Chatbots be they voice or text face the same user interface problems that old school command-line interfaces did 20 years ago before windowing GUIs came about. When you start up, you're faced with a void. it's extremely difficult to convey to users what the acceptable entry points are and how to phrase them to get what you want. The inputs are far more generous than classic command-line world, but it's still vague enough to induce paralysis in end users. If I have a bunch of pull-down menus with clear directives on what I can and can't do, I'm going to be productive much more quickly.
I think the ultimate goal is to make the "acceptable entry points" so numerous and the variety of acceptable wordings so broad that you can approach the assistant with pretty much any goal you have in mind and it'll walk you through how to accomplish that.

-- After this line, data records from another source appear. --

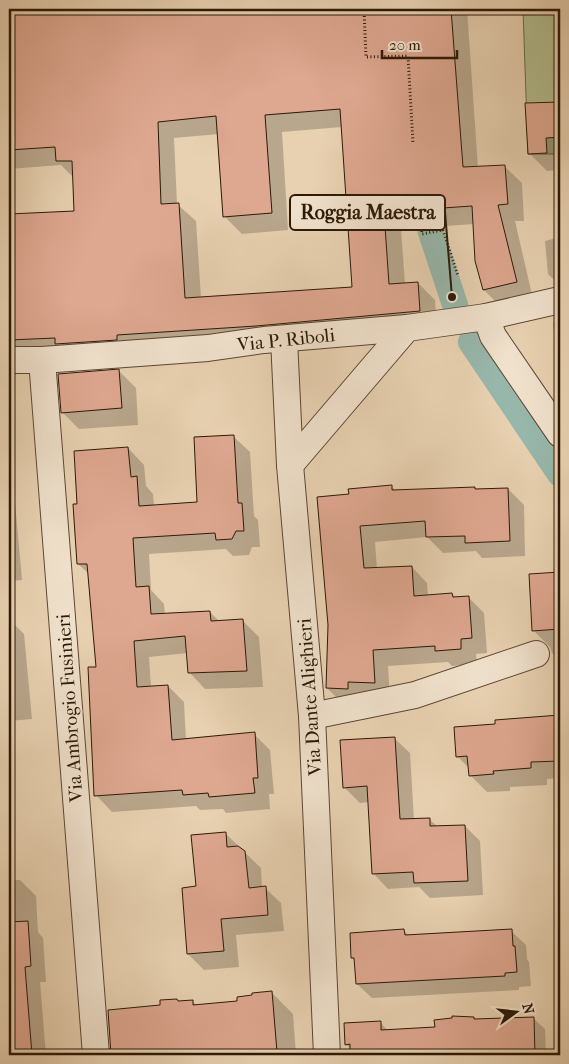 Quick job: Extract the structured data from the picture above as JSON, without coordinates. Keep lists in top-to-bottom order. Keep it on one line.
{"streets":{"street":["Via P. Riboli","Via Dante Alighieri","Via Ambrogio Fusinieri"]},"crossings":[["Via P. Riboli","Via Dante Alighieri"],["Via P. Riboli","Via Ambrogio Fusinieri"]],"places":["Roggia Maestra"],"scale_bar":"20 m","north":"right"} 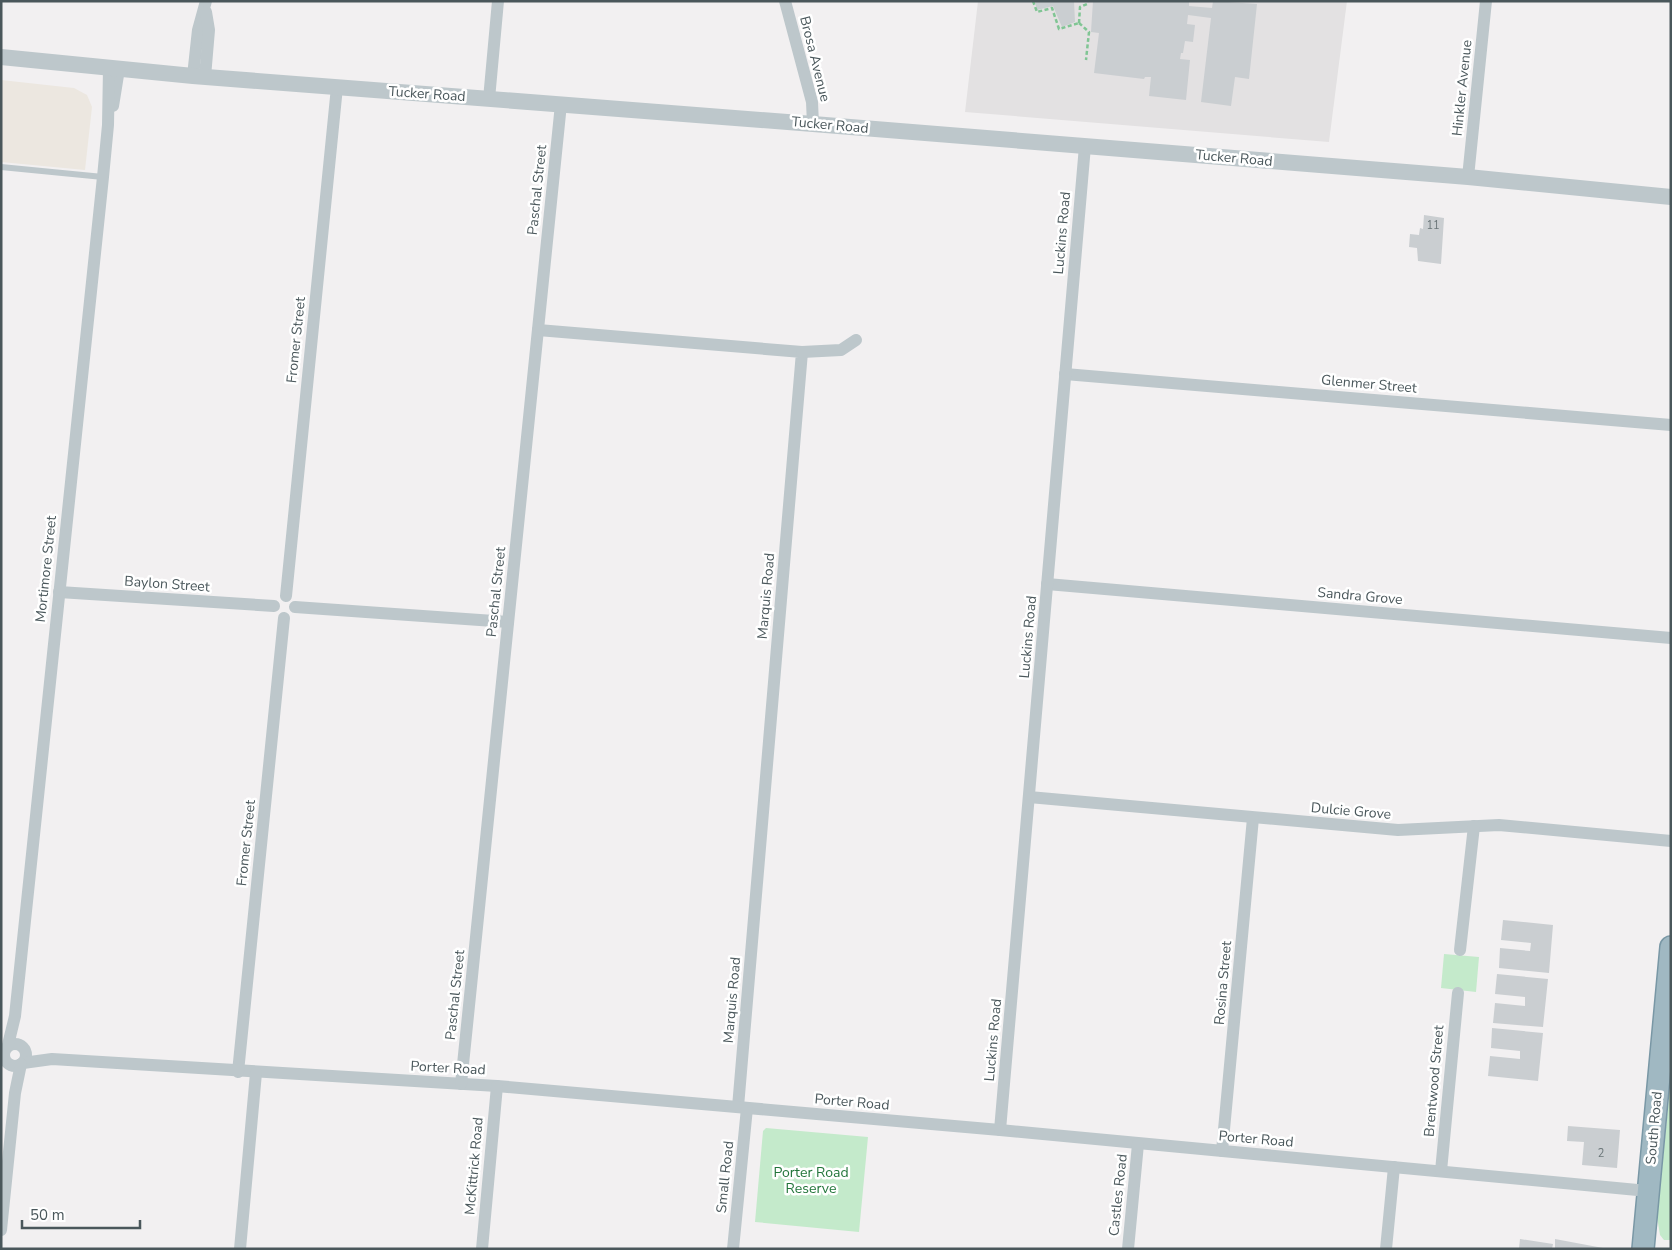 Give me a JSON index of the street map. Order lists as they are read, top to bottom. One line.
{"streets":{"highway":["South Road"],"street":["Brosa Avenue","Hinkler Avenue","Tucker Road","Paschal Street","Luckins Road","Fromer Street","Glenmer Street","Mortimore Street","Baylon Street","Marquis Road","Sandra Grove","Dulcie Grove","Rosina Street","Porter Road","Brentwood Street","McKittrick Road","Small Road","Castles Road"]},"crossings":[["Brosa Avenue","Tucker Road"],["Hinkler Avenue","Tucker Road"],["Tucker Road","Paschal Street"],["Tucker Road","Luckins Road"],["Tucker Road","Fromer Street"],["Tucker Road","Mortimore Street"],["Paschal Street","Porter Road"],["Luckins Road","Glenmer Street"],["Luckins Road","Sandra Grove"],["Luckins Road","Dulcie Grove"],["Luckins Road","Porter Road"],["Fromer Street","Baylon Street"],["Fromer Street","Porter Road"],["Mortimore Street","Baylon Street"],["Mortimore Street","Porter Road"],["Marquis Road","Porter Road"],["Marquis Road","Small Road"],["Dulcie Grove","Rosina Street"],["Rosina Street","Porter Road"],["Porter Road","Brentwood Street"],["Porter Road","South Road"],["Porter Road","McKittrick Road"],["Porter Road","Small Road"],["Porter Road","Castles Road"]],"parks":["Porter Road Reserve"],"house_numbers":["11","2"],"scale_bar":"50 m"} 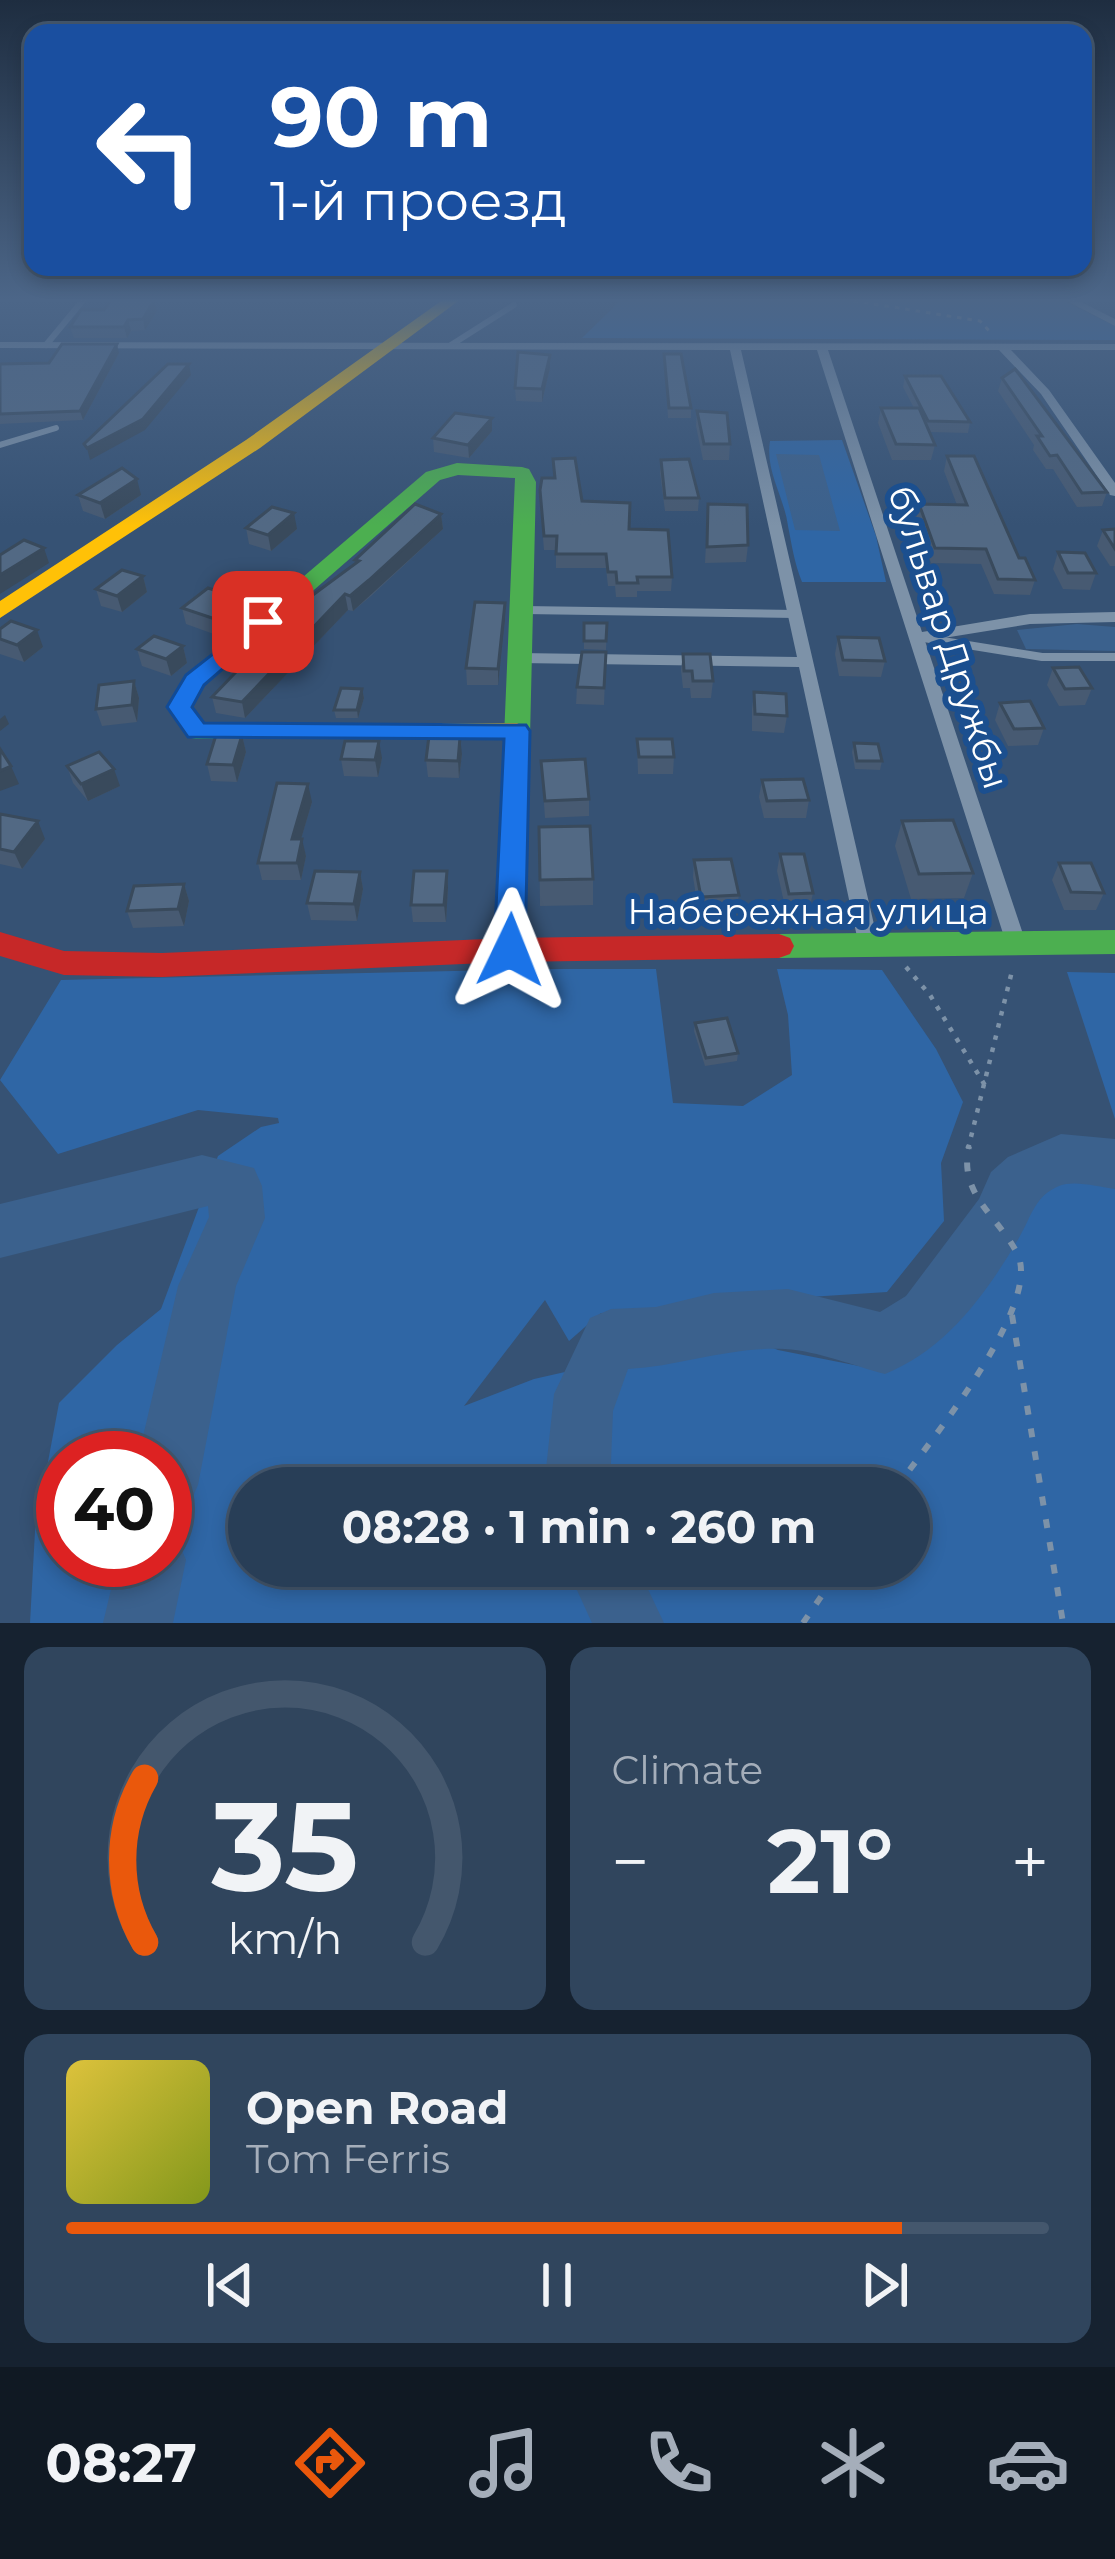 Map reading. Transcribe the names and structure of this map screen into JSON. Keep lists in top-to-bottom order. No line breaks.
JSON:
{"streets":{"street":["бульвар Дружбы","Набережная улица"]},"crossings":[["бульвар Дружбы","Набережная улица"]],"page":{"turn":["90 m","1-й проезд"],"limit":"40","trip":"08:28 · 1 min · 260 m","tile":"Climate","heat":["−","21°","+"],"song":["Open Road","Tom Ferris"],"tabs":"08:27","gauge":["35","km/h"]}} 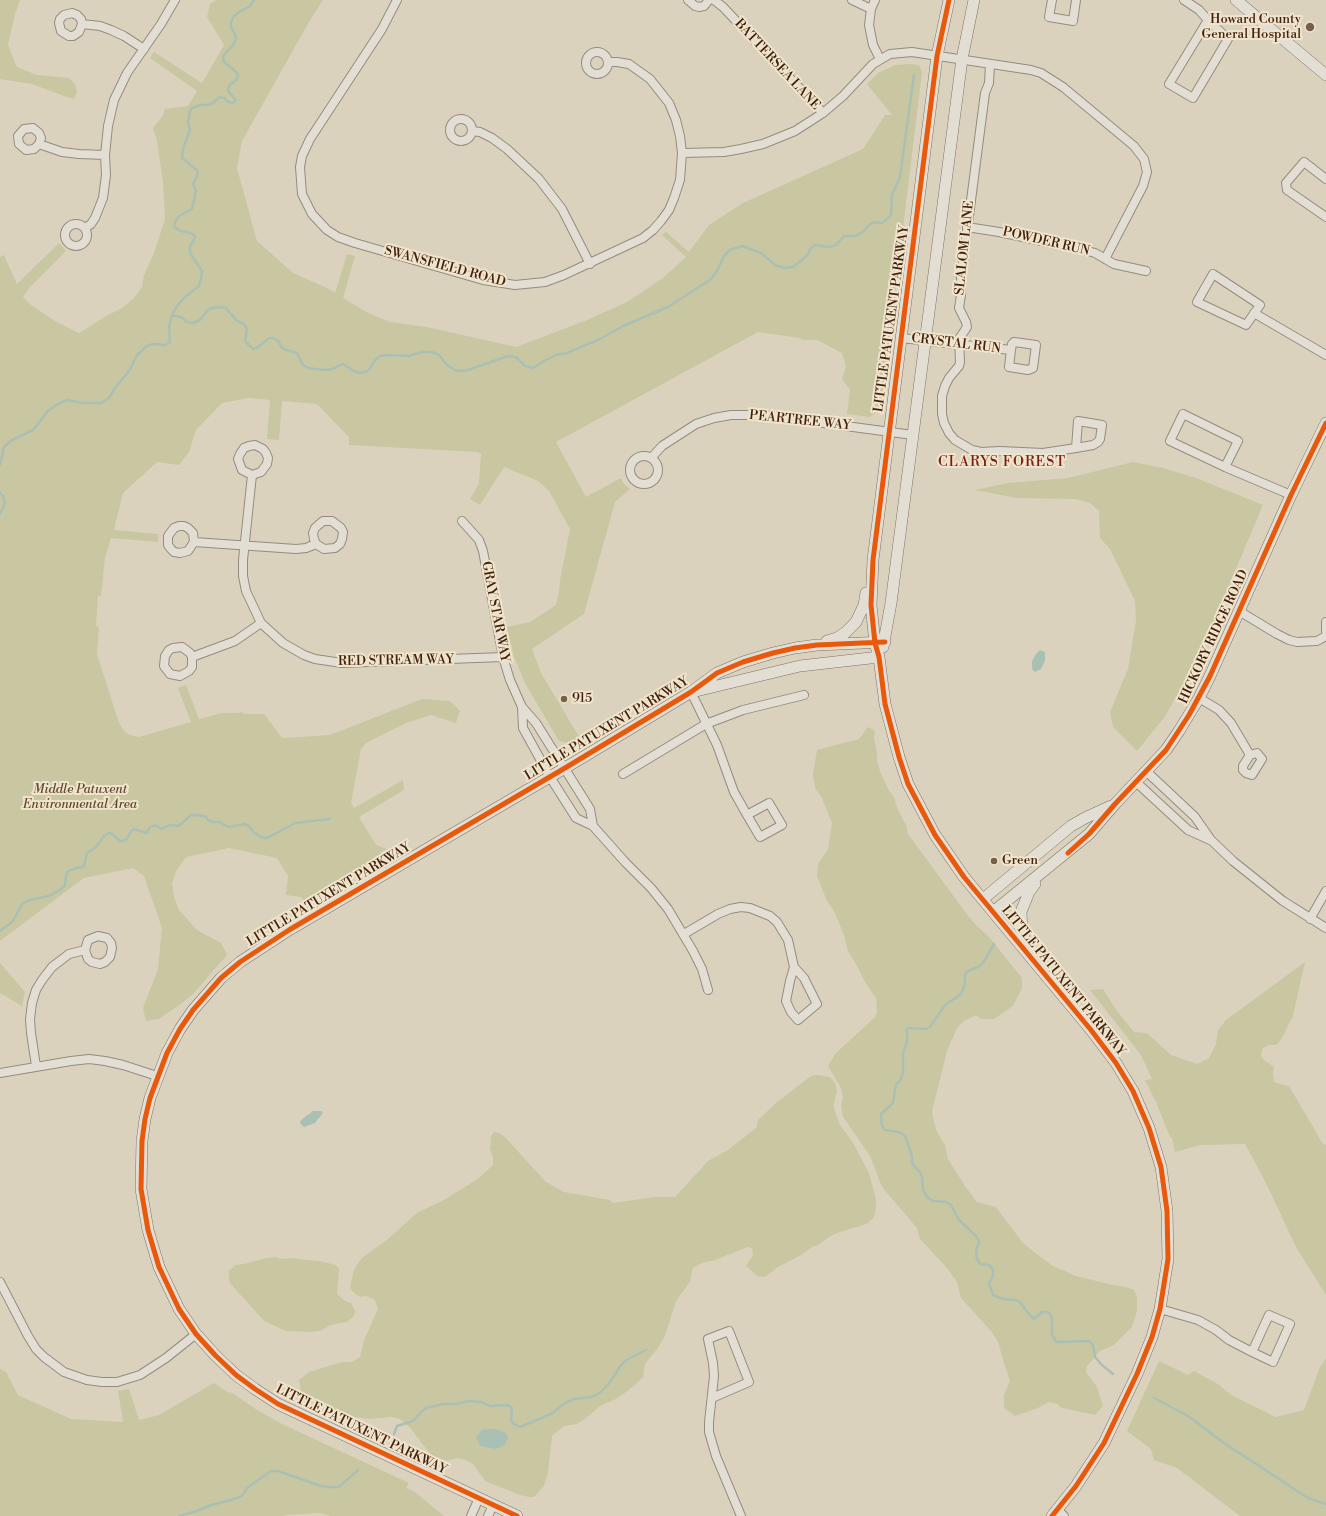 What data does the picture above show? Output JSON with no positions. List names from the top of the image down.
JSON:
{
  "streets": {
    "street": [
      "BATTERSEA LANE",
      "POWDER RUN",
      "SLALOM LANE",
      "SWANSFIELD ROAD",
      "LITTLE PATUXENT PARKWAY",
      "CRYSTAL RUN",
      "PEARTREE WAY",
      "GRAY STAR WAY",
      "HICKORY RIDGE ROAD",
      "RED STREAM WAY"
    ]
  },
  "crossings": [
    ["POWDER RUN", "SLALOM LANE"],
    ["SLALOM LANE", "CRYSTAL RUN"],
    ["LITTLE PATUXENT PARKWAY", "CRYSTAL RUN"],
    ["LITTLE PATUXENT PARKWAY", "PEARTREE WAY"],
    ["LITTLE PATUXENT PARKWAY", "GRAY STAR WAY"],
    ["LITTLE PATUXENT PARKWAY", "HICKORY RIDGE ROAD"],
    ["GRAY STAR WAY", "RED STREAM WAY"]
  ],
  "districts": ["CLARYS FOREST"],
  "parks": ["Middle Patuxent Environmental Area"],
  "places": ["Howard County General Hospital", "915", "Green"]
} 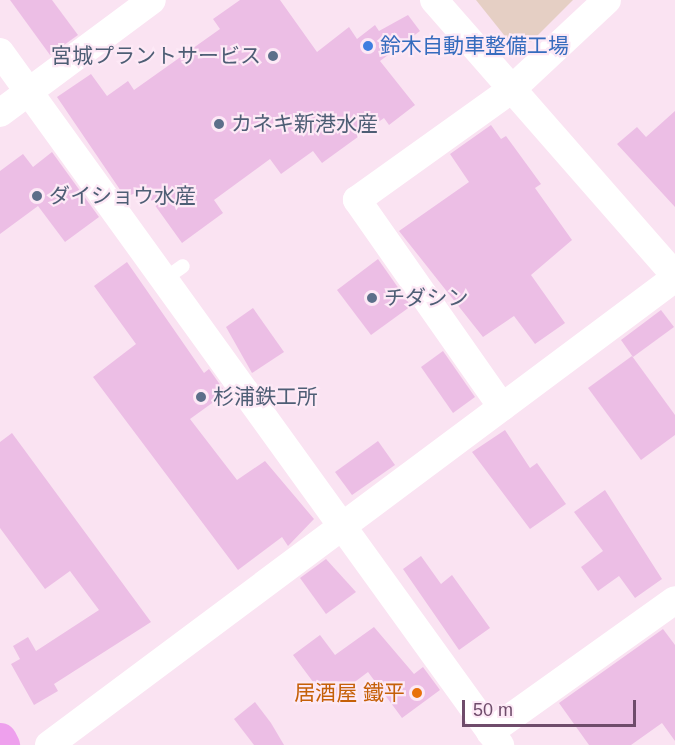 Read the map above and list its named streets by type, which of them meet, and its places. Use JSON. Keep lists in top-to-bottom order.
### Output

Imagine if this was a realistic conversation with an assistant:
> "Hey Google, I'd like to order a pizza."
> "Sure, what kind?"
> "Let's see... cheese, pepperoni, sausage... and maybe some green pepers?"
> "Alright. What size?"
> "Hmm, so I need to feed 4 people..."
> "Sounds like a large?"
> "Sure, let's go with a large."
> "Alright. There's a Dominos nearby, I can order that for $8.99."
> "Sounds good."
> "Alright, I've ordered your pizza. Expected delivery in 15 minutes."
No need for the human to understand what the "entry point" is, because you can approach the assistant with pretty much _any_ entry point and it'll give you a useful response. We're still not there yet, unfortunately, and I think it'll be quite a while before we are.
This isn't that far away. If Dominos had an external API you could build this right now.
The only difference is that you would want a confirmation step with the VUI - i.e. "Alright, you want a large cheese, pepperoni, sausage, & pepper pizza from Dominos, which will take 15 minutes to deliver. Place the order?"